Connecting to Virtual File Systems
You can connect to most of your Virtual File Systems (VFS) through VFS connections in PDI. A VFS connection is a stored set of VFS properties that you can use to connect to a specific file system. In PDI, you can add a VFS connection and then reference that connection whenever you want to access files or folders on your Virtual File System. For example, you can use the VFS connection for Hitachi Content Platform (HCP) in any of the HCP transformation steps without the need to repeatedly enter your credentialing information for data access.
With a VFS connection, you can set your VFS properties with a single instance that can be used multiple times. The VFS connection supports the following file system types:
Google Cloud Storage
The Google Cloud Storage file system. See Google Cloud Storage for more information on this protocol.
Snowflake Staging
A staging area used by Snowflake to load files. See Snowflake staging area for more information on this protocol.
Amazon S3 / MinIO
- Simple Storage Service (S3) accesses the resources on Amazon Web Services. See Working with AWS Credentials for Amazon S3 setup instructions.
- MinIO accesses data objects on an Amazon compatible storage server. See the MinIO Quickstart Guide for MinIO setup instructions.
HCP
The Hitachi Content Platform. You must configure HCP and PDI before accessing the platform. See Access to HCP for more information.
Catalog
The Lumada Data Catalog. You must configure PDI before accessing Data Catalog or its resources. See Access to Lumada Data Catalog for more information.
Microsoft Azure
The Microsoft Azure Storage services. You must create an Azure account and configure Azure Data Lake Storage Gen2 and Blob Storage. See Access to Microsoft Azure for more information.
After you create a VFS connection, you can use it with PDI steps and entries that support the use of VFS connections. The VFS connection is saved in the repository. If you are not connected to a repository, the connection is saved locally on the machine where it was created.
If a VFS connection in PDI is not available for your Virtual File System, you may be able to access it with the VFS browser.
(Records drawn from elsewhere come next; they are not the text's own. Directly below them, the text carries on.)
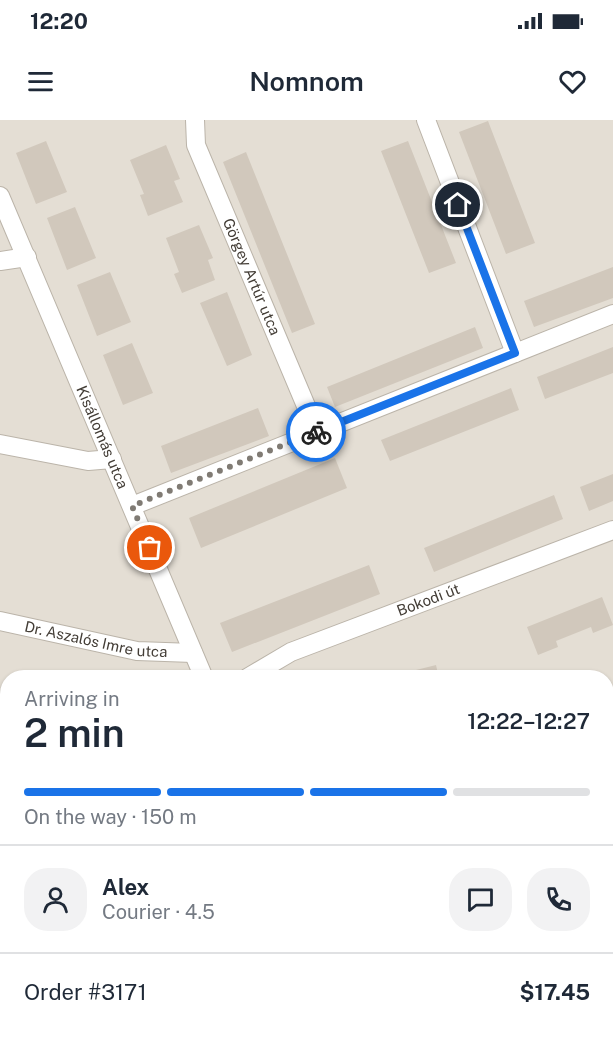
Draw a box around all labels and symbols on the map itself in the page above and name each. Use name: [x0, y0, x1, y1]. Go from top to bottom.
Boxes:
pin: [432, 179, 483, 230]
street label: Görgey Artúr utca: [220, 215, 284, 338]
street label: Kisállomás utca: [73, 383, 132, 491]
courier: [286, 402, 346, 462]
pin: [124, 522, 175, 573]
street label: Bokodi út: [394, 580, 462, 619]
street label: Dr. Aszalós Imre utca: [23, 618, 168, 660]

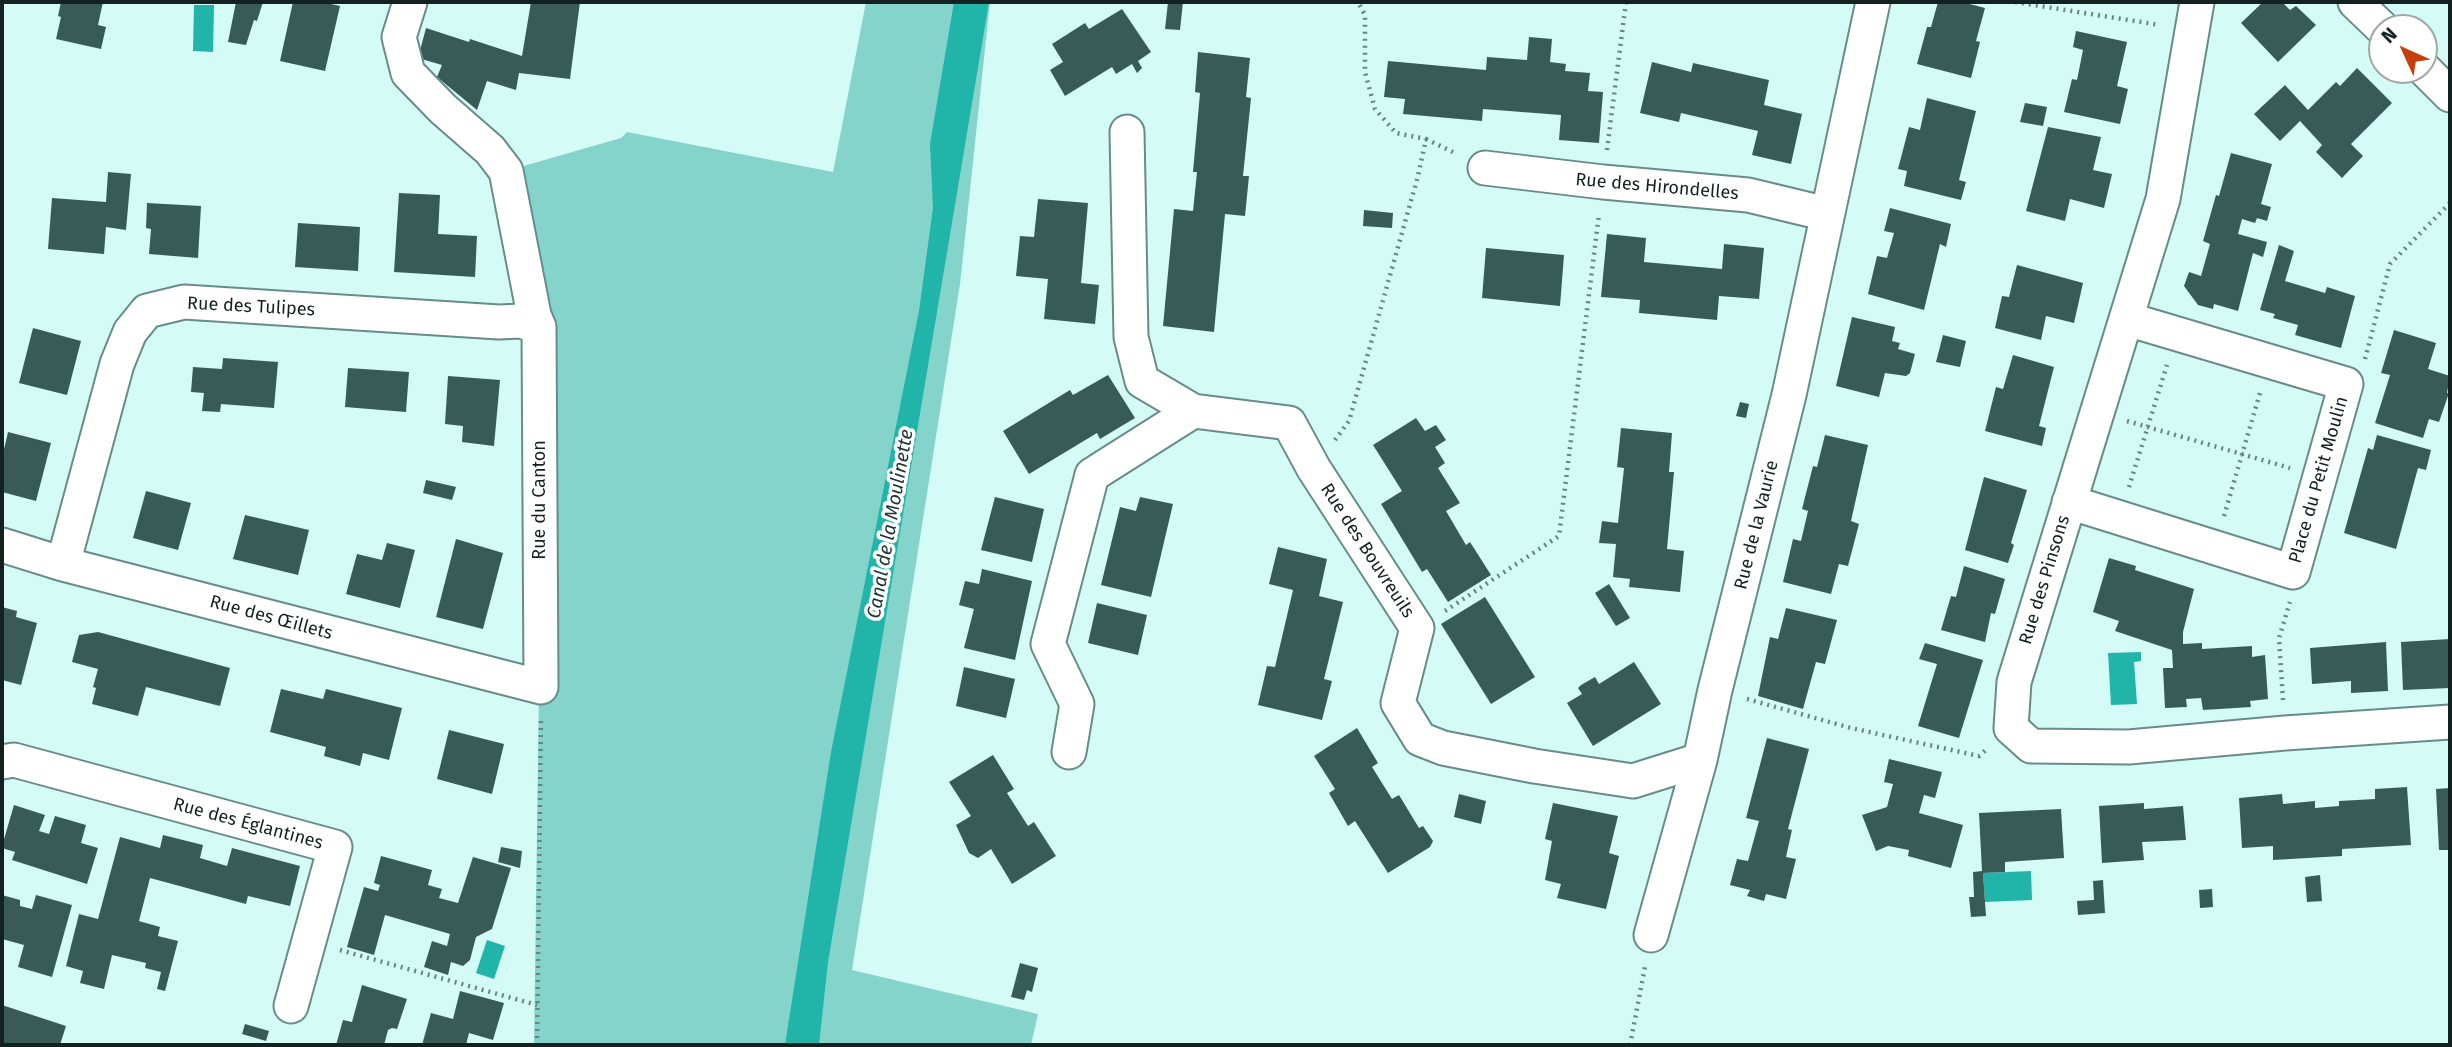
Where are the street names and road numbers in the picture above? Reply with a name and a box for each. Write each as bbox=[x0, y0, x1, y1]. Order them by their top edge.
street label: Rue des Hirondelles bbox=[1575, 169, 1739, 205]
street label: Rue des Tulipes bbox=[187, 293, 315, 321]
street label: Place du Petit Moulin bbox=[2285, 394, 2353, 566]
street label: Rue du Canton bbox=[529, 440, 551, 560]
street label: Rue de la Vaurie bbox=[1731, 458, 1783, 592]
street label: Rue des Bouvreuils bbox=[1315, 480, 1419, 622]
street label: Rue des Pinsons bbox=[2015, 513, 2075, 647]
street label: Rue des Œillets bbox=[207, 591, 335, 645]
street label: Rue des Églantines bbox=[171, 794, 325, 854]

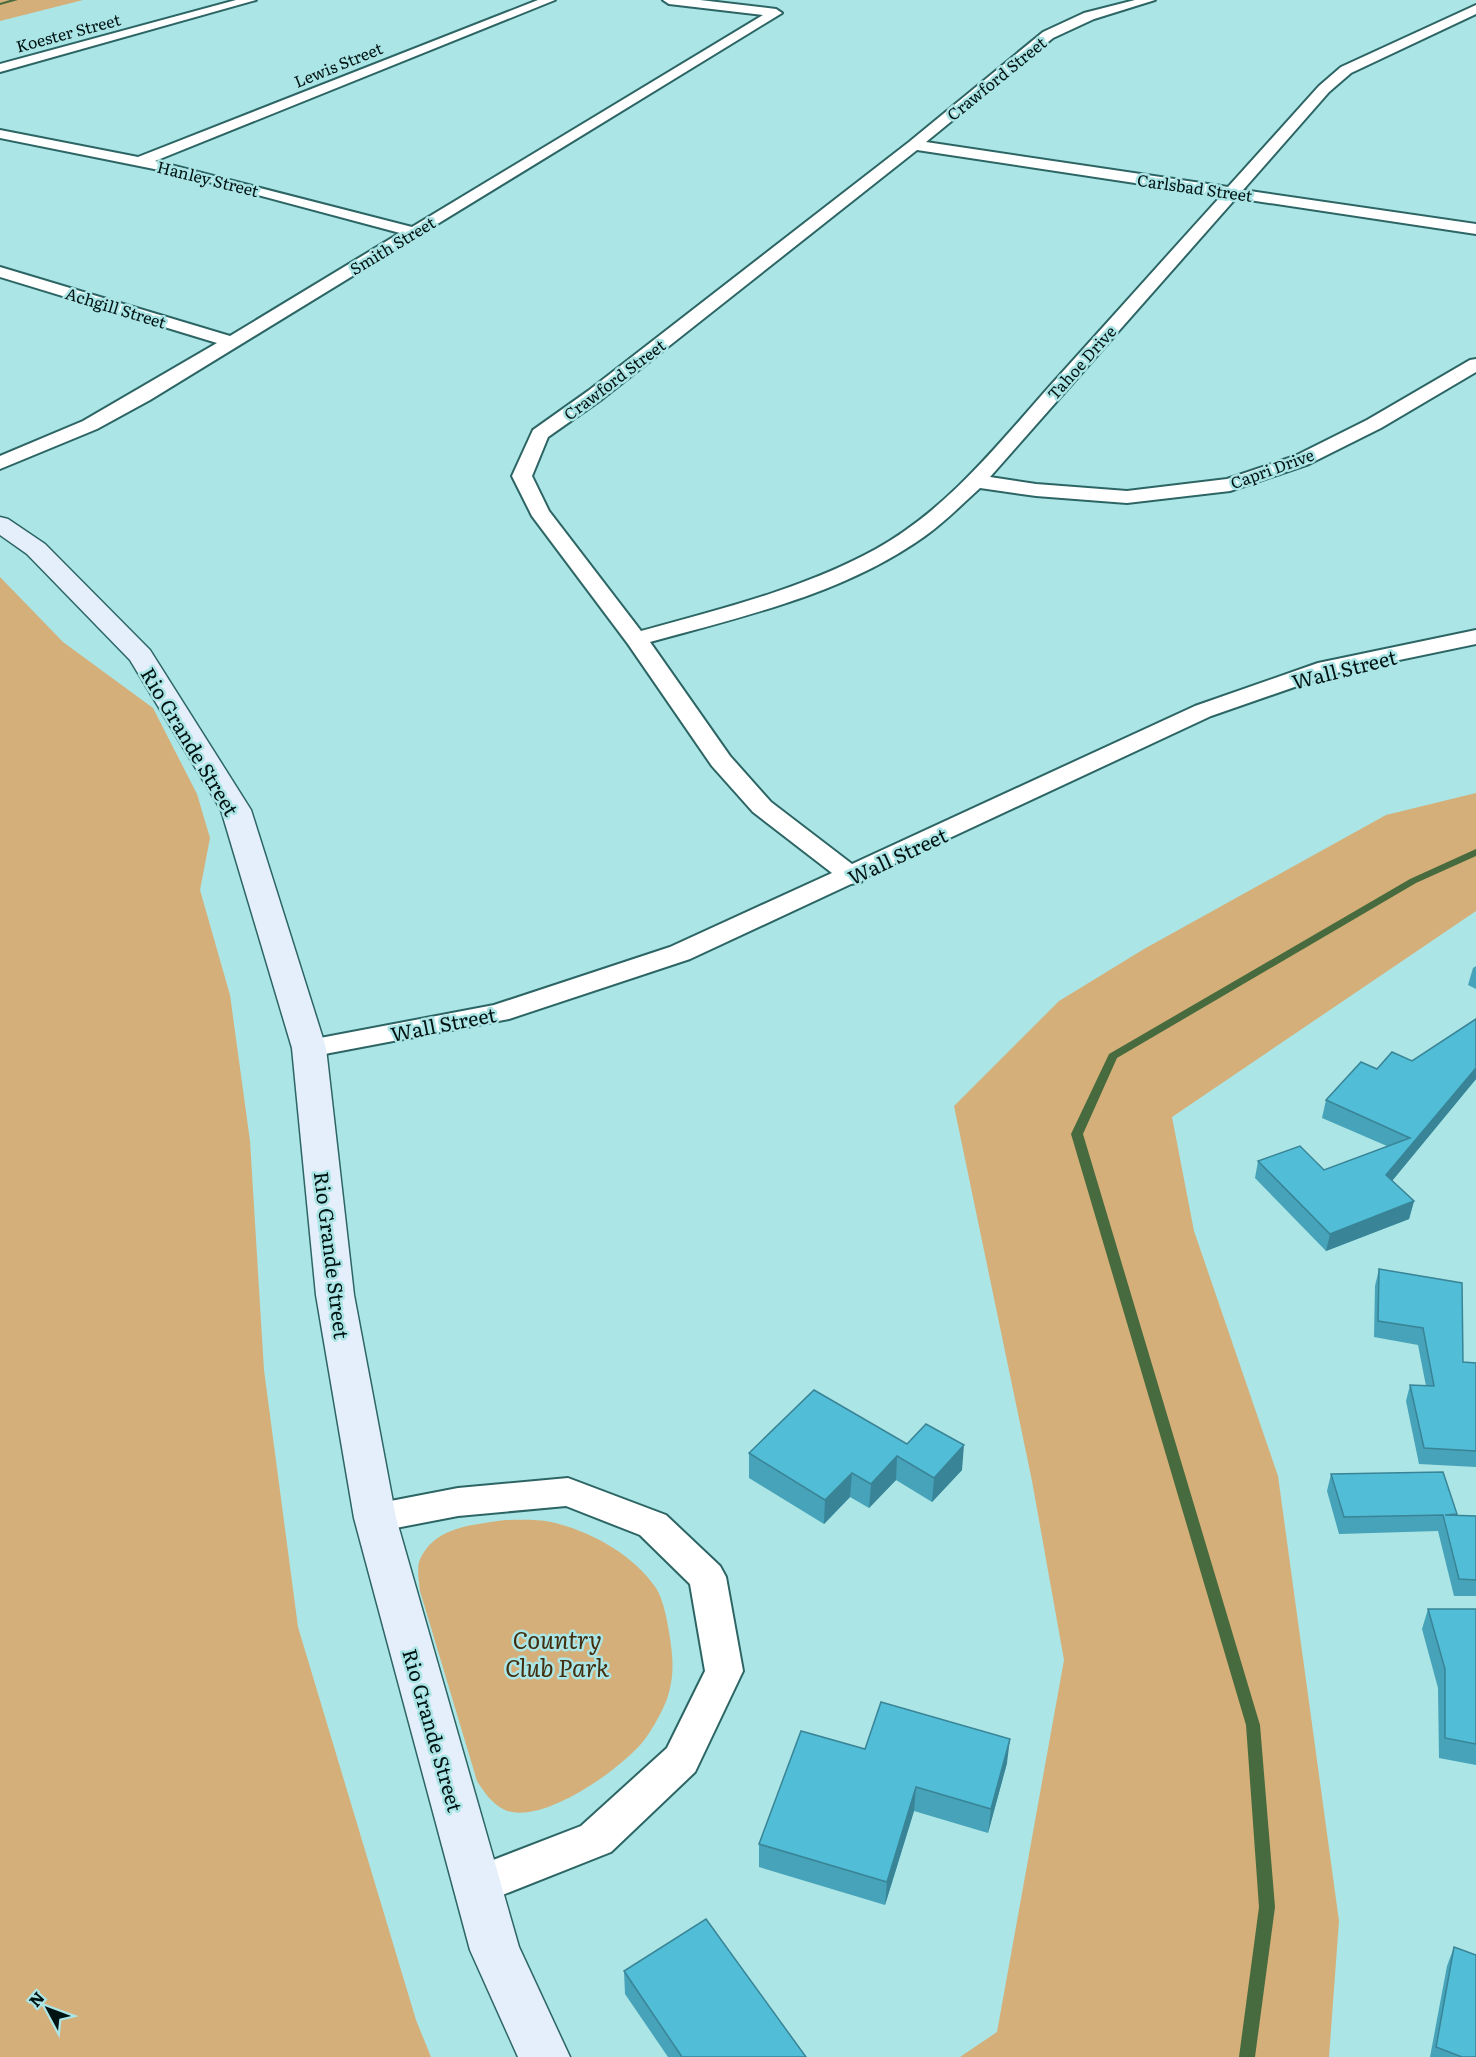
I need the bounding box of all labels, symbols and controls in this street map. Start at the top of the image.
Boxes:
street label: Koester Street [13,6,123,57]
street label: Crawford Street [941,30,1051,126]
street label: Lewis Street [290,35,386,93]
street label: Hanley Street [155,154,262,202]
street label: Carlsbad Street [1136,167,1255,207]
street label: Smith Street [345,210,440,280]
street label: Achgill Street [63,280,170,334]
street label: Tahoe Drive [1041,320,1121,404]
street label: Crawford Street [558,332,670,425]
street label: Capri Drive [1227,442,1317,494]
street label: Wall Street [1288,641,1400,695]
street label: Rio Grande Street [135,661,247,821]
street label: Wall Street [842,819,952,891]
street label: Wall Street [388,998,498,1048]
street label: Rio Grande Street [308,1169,358,1341]
park label: Country Club Park [505,1621,610,1684]
street label: Rio Grande Street [396,1645,472,1815]
north arrow [18,1979,78,2039]
text: N [22,1986,49,2011]

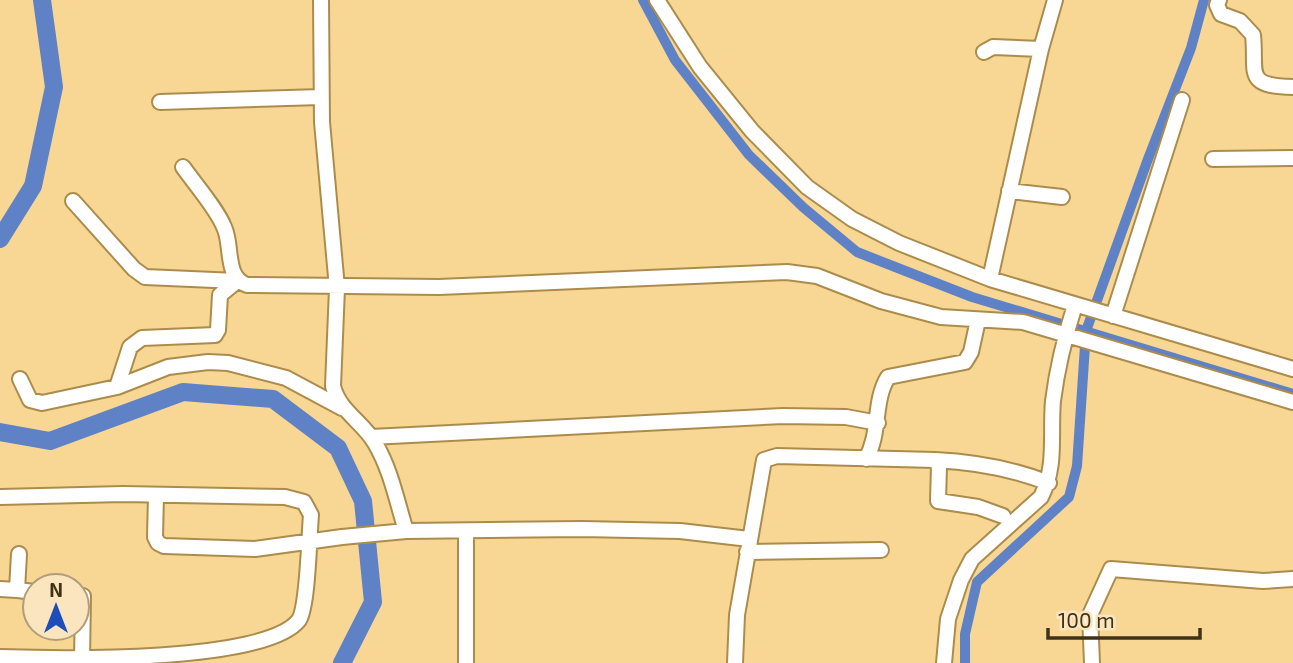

See VFS browser for further details.
Before you begin
You must first perform a few setup tasks if you need to access the Google Cloud, the Hitachi Content Platform (HCP), or the Lumada Data Catalog.
Access to Google Cloud
Perform the following steps to set up your system to use Google Cloud storage:
Procedure
Download the service account credentials file that you have created using the Google API Console to your local machine.
Create a new system environmental variable on your operating system named GOOGLE_APPLICATION_CREDENTIALS.
Set the path to the downloaded JSON service account credentials file as the value of the GOOGLE_APPLICATION_CREDENTIALS variable.
Results
Access to HCP
Within HCP, access control lists (ACLs) grant privileges to the user to perform a variety of file operations. Namespaces, owned and managed by tenants, are used for logical groupings, access and permissions, and object metadata such as versioning, retention and shred settings. For more information about HCP, see the Introduction to Hitachi Content Platform.
Perform the following steps to setup access to HCP:
Procedure
Log on to the HCP Tenant Management Console.
Click Namespaces and then select the Name you want to configure.
In the Protocols tab, click HTTP(S), and verify Enable HTTPS and Enable REST API with Authenticated access only are selected.
In the Settings tab, select ACLs.
Select the Enable ACLs check box and, when prompted, click Enable ACLs to confirm.
Results
Access to Lumada Data Catalog
Lumada Data Catalog has the capability of accessing and registering data stored either on Amazon, MinIO, or HDFS. Multiple connections in PDI are required to access Data Catalog and the resources that it manages:
- To access Data Catalog, you will need to know the authentication type used, instance URL, and your account credentials.
- To access S3 resources from Data Catalog, see Create a VFS connection.
- To access HDFS resources from Data Catalog, see Connecting to a Hadoop cluster with the PDI client.
Access to Microsoft Azure
To access Azure services from PDI, you must first create and configure your Azure Data Lake Storage Gen2 and Blob Storage services, enabling the hierarchical namespace, which provides improved file system performance.
- Access to the Azure services requires an Azure account with an active subscription. See Create an account for free.
- Access to Azure Storage requires an Azure Storage account. See Create a storage account.
Create a VFS connection
Procedure
Start the PDI client (Spoon) and create a new transformation or job.
In the View tab of the Explorer pane, right-click on the VFS Connections folder, and then click New.
The New VFS connection dialog box opens.In the Connection name field, enter a name that uniquely describes this connection.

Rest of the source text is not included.